The wordplay is not the only thing that turns vicious as innocence collides with experience in this biting Broadway comedy.
Jeff is a veteran of several Broadway productions (Susan Stroman's The Music Man; Chitty Chitty Bang Bang; The Pirate Queen) and national touring companies (The Will Rogers Follies; Me and My Girl). NCT is lucky to have him.
I'm seeing his performance Saturday night and can't wait. I love to see old friends doing well. (I had a talent for hanging out with the talented kids in college. I hoped it would rub off....)

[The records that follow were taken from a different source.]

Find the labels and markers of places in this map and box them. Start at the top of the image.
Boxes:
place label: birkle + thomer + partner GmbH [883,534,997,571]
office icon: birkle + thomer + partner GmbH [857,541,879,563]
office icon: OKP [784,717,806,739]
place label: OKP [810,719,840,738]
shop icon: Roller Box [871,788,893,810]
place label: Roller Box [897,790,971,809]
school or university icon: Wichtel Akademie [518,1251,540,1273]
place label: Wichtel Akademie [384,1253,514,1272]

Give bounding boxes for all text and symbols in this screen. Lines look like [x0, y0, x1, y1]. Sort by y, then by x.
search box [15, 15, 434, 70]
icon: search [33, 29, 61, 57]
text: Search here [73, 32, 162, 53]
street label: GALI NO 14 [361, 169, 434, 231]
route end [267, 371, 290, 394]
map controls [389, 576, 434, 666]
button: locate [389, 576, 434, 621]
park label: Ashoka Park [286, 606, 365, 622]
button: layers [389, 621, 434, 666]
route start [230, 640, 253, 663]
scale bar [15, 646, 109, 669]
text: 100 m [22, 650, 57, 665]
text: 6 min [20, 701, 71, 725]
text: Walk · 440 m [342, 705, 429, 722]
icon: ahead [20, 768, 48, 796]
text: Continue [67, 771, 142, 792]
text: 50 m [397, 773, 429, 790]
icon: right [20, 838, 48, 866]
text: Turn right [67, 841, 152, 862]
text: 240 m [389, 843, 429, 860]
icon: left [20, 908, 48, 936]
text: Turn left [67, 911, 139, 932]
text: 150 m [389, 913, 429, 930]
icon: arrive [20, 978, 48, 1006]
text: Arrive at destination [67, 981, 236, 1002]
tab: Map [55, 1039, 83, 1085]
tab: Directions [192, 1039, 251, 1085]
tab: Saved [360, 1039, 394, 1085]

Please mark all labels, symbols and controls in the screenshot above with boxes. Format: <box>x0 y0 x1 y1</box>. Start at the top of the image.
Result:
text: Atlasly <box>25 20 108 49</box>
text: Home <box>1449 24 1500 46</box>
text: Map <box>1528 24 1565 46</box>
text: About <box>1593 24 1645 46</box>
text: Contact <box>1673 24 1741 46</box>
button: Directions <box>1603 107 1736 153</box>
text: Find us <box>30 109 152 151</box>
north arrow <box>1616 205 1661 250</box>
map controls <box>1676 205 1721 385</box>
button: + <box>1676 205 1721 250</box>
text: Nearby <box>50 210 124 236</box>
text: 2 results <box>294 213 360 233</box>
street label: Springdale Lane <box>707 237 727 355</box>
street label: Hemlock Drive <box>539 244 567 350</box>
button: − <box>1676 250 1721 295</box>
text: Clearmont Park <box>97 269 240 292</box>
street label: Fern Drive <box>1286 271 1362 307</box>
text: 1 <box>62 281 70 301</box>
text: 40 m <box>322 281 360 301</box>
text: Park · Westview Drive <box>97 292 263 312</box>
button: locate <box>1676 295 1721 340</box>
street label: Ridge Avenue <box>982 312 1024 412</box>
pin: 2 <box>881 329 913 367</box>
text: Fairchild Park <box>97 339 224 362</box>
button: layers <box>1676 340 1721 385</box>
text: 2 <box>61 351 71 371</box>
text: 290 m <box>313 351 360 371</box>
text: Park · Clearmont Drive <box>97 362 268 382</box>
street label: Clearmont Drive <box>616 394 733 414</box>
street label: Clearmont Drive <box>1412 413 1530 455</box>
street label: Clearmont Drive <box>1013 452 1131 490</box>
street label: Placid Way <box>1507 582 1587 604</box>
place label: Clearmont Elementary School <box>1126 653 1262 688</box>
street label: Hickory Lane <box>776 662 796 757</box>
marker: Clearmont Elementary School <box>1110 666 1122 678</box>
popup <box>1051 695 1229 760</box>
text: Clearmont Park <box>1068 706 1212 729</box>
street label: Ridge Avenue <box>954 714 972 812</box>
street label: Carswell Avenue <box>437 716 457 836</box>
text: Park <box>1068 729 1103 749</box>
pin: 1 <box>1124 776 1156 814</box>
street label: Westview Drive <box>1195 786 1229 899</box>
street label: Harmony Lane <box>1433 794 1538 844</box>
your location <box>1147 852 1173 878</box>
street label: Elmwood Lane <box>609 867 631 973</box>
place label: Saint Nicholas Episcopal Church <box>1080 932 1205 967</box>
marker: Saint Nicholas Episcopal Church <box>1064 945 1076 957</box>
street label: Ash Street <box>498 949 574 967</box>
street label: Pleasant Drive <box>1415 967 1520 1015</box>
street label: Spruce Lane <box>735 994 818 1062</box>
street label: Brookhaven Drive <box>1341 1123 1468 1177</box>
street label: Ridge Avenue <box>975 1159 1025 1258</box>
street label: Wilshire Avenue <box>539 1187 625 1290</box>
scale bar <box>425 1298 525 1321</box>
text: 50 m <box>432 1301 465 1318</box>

College life builds friendships on the foundations of stress, pressure, stress, celebration, stress, youth... and did I mention stress? Jeff and I ran in the same crowd back in the day. He's always been a talent to be reckoned with, and no matter how many years go by we know we did this "college thing" together.
One of my few regrets from my college days was being cast in a production of Sondheim's Merrily We Roll Along and not being able to do it. Jeff was cast as the lead - "Franklin Shepard" and I was to play his best friend "Charley." I always remember watching Jeff on his opening night, thinking how fantastic he was in the role, and how I wish I had been onstage with him for that journey. In theater, we really don't think about roles as a job - they are, in and of themselves, "a journey." I can't think of the show today without that crossing my mind.
Life goes on, but we remember the things that "got away."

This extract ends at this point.